## PROBLEM DETAILS
Give back every record that follows, exactly as written.
╭─ INPUT RECORDS
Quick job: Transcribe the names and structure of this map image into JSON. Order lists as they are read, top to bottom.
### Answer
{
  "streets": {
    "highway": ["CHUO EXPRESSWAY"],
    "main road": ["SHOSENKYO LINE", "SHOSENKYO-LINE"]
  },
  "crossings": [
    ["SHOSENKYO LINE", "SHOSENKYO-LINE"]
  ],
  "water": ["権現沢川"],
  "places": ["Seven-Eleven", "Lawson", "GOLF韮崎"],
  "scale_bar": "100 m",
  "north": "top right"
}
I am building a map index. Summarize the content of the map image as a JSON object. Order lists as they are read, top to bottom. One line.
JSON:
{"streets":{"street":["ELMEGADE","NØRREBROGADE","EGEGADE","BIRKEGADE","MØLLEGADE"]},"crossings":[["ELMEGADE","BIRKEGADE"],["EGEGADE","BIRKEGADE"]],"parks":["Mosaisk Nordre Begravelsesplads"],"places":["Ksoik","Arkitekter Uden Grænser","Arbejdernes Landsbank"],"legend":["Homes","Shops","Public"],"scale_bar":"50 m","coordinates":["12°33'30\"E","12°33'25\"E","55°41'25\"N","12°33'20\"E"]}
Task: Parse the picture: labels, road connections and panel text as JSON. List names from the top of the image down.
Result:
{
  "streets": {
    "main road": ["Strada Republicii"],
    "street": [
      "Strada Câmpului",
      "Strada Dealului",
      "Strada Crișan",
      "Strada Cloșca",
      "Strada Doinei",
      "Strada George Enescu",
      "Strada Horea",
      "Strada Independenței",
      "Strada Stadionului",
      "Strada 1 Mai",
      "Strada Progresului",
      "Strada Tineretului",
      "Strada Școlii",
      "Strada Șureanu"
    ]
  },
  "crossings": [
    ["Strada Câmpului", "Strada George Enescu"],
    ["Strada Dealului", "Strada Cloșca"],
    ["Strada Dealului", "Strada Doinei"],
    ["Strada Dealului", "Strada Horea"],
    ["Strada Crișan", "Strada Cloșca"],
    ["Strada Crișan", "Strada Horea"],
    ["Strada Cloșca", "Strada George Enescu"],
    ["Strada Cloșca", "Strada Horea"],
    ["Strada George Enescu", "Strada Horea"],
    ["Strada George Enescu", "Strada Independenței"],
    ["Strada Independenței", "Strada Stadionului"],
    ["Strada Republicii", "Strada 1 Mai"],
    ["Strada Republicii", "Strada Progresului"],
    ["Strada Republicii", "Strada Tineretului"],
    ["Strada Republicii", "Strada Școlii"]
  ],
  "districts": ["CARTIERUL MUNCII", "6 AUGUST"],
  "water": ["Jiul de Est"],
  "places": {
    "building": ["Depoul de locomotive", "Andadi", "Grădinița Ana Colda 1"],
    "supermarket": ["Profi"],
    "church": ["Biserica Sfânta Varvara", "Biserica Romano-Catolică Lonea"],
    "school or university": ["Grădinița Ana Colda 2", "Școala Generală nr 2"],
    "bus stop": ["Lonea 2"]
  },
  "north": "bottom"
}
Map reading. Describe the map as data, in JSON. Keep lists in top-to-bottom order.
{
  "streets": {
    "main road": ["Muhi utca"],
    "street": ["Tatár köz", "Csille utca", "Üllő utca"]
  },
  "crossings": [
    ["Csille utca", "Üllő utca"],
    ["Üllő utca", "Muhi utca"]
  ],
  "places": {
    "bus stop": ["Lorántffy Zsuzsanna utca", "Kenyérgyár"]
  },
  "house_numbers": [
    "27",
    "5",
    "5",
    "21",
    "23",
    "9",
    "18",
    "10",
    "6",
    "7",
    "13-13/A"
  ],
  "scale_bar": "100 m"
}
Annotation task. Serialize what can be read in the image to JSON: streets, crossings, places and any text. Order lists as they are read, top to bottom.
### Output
╰─
## ANSWER SECTION
Quick job: Transcribe the names and structure of this map image into JSON. Order lists as they are read, top to bottom.
### Answer
{
  "streets": {
    "highway": ["CHUO EXPRESSWAY"],
    "main road": ["SHOSENKYO LINE", "SHOSENKYO-LINE"]
  },
  "crossings": [
    ["SHOSENKYO LINE", "SHOSENKYO-LINE"]
  ],
  "water": ["権現沢川"],
  "places": ["Seven-Eleven", "Lawson", "GOLF韮崎"],
  "scale_bar": "100 m",
  "north": "top right"
}
I am building a map index. Summarize the content of the map image as a JSON object. Order lists as they are read, top to bottom. One line.
JSON:
{"streets":{"street":["ELMEGADE","NØRREBROGADE","EGEGADE","BIRKEGADE","MØLLEGADE"]},"crossings":[["ELMEGADE","BIRKEGADE"],["EGEGADE","BIRKEGADE"]],"parks":["Mosaisk Nordre Begravelsesplads"],"places":["Ksoik","Arkitekter Uden Grænser","Arbejdernes Landsbank"],"legend":["Homes","Shops","Public"],"scale_bar":"50 m","coordinates":["12°33'30\"E","12°33'25\"E","55°41'25\"N","12°33'20\"E"]}
Task: Parse the picture: labels, road connections and panel text as JSON. List names from the top of the image down.
Result:
{
  "streets": {
    "main road": ["Strada Republicii"],
    "street": [
      "Strada Câmpului",
      "Strada Dealului",
      "Strada Crișan",
      "Strada Cloșca",
      "Strada Doinei",
      "Strada George Enescu",
      "Strada Horea",
      "Strada Independenței",
      "Strada Stadionului",
      "Strada 1 Mai",
      "Strada Progresului",
      "Strada Tineretului",
      "Strada Școlii",
      "Strada Șureanu"
    ]
  },
  "crossings": [
    ["Strada Câmpului", "Strada George Enescu"],
    ["Strada Dealului", "Strada Cloșca"],
    ["Strada Dealului", "Strada Doinei"],
    ["Strada Dealului", "Strada Horea"],
    ["Strada Crișan", "Strada Cloșca"],
    ["Strada Crișan", "Strada Horea"],
    ["Strada Cloșca", "Strada George Enescu"],
    ["Strada Cloșca", "Strada Horea"],
    ["Strada George Enescu", "Strada Horea"],
    ["Strada George Enescu", "Strada Independenței"],
    ["Strada Independenței", "Strada Stadionului"],
    ["Strada Republicii", "Strada 1 Mai"],
    ["Strada Republicii", "Strada Progresului"],
    ["Strada Republicii", "Strada Tineretului"],
    ["Strada Republicii", "Strada Școlii"]
  ],
  "districts": ["CARTIERUL MUNCII", "6 AUGUST"],
  "water": ["Jiul de Est"],
  "places": {
    "building": ["Depoul de locomotive", "Andadi", "Grădinița Ana Colda 1"],
    "supermarket": ["Profi"],
    "church": ["Biserica Sfânta Varvara", "Biserica Romano-Catolică Lonea"],
    "school or university": ["Grădinița Ana Colda 2", "Școala Generală nr 2"],
    "bus stop": ["Lonea 2"]
  },
  "north": "bottom"
}
Map reading. Describe the map as data, in JSON. Keep lists in top-to-bottom order.
{
  "streets": {
    "main road": ["Muhi utca"],
    "street": ["Tatár köz", "Csille utca", "Üllő utca"]
  },
  "crossings": [
    ["Csille utca", "Üllő utca"],
    ["Üllő utca", "Muhi utca"]
  ],
  "places": {
    "bus stop": ["Lorántffy Zsuzsanna utca", "Kenyérgyár"]
  },
  "house_numbers": [
    "27",
    "5",
    "5",
    "21",
    "23",
    "9",
    "18",
    "10",
    "6",
    "7",
    "13-13/A"
  ],
  "scale_bar": "100 m"
}
Annotation task. Serialize what can be read in the image to JSON: streets, crossings, places and any text. Order lists as they are read, top to bottom.
### Output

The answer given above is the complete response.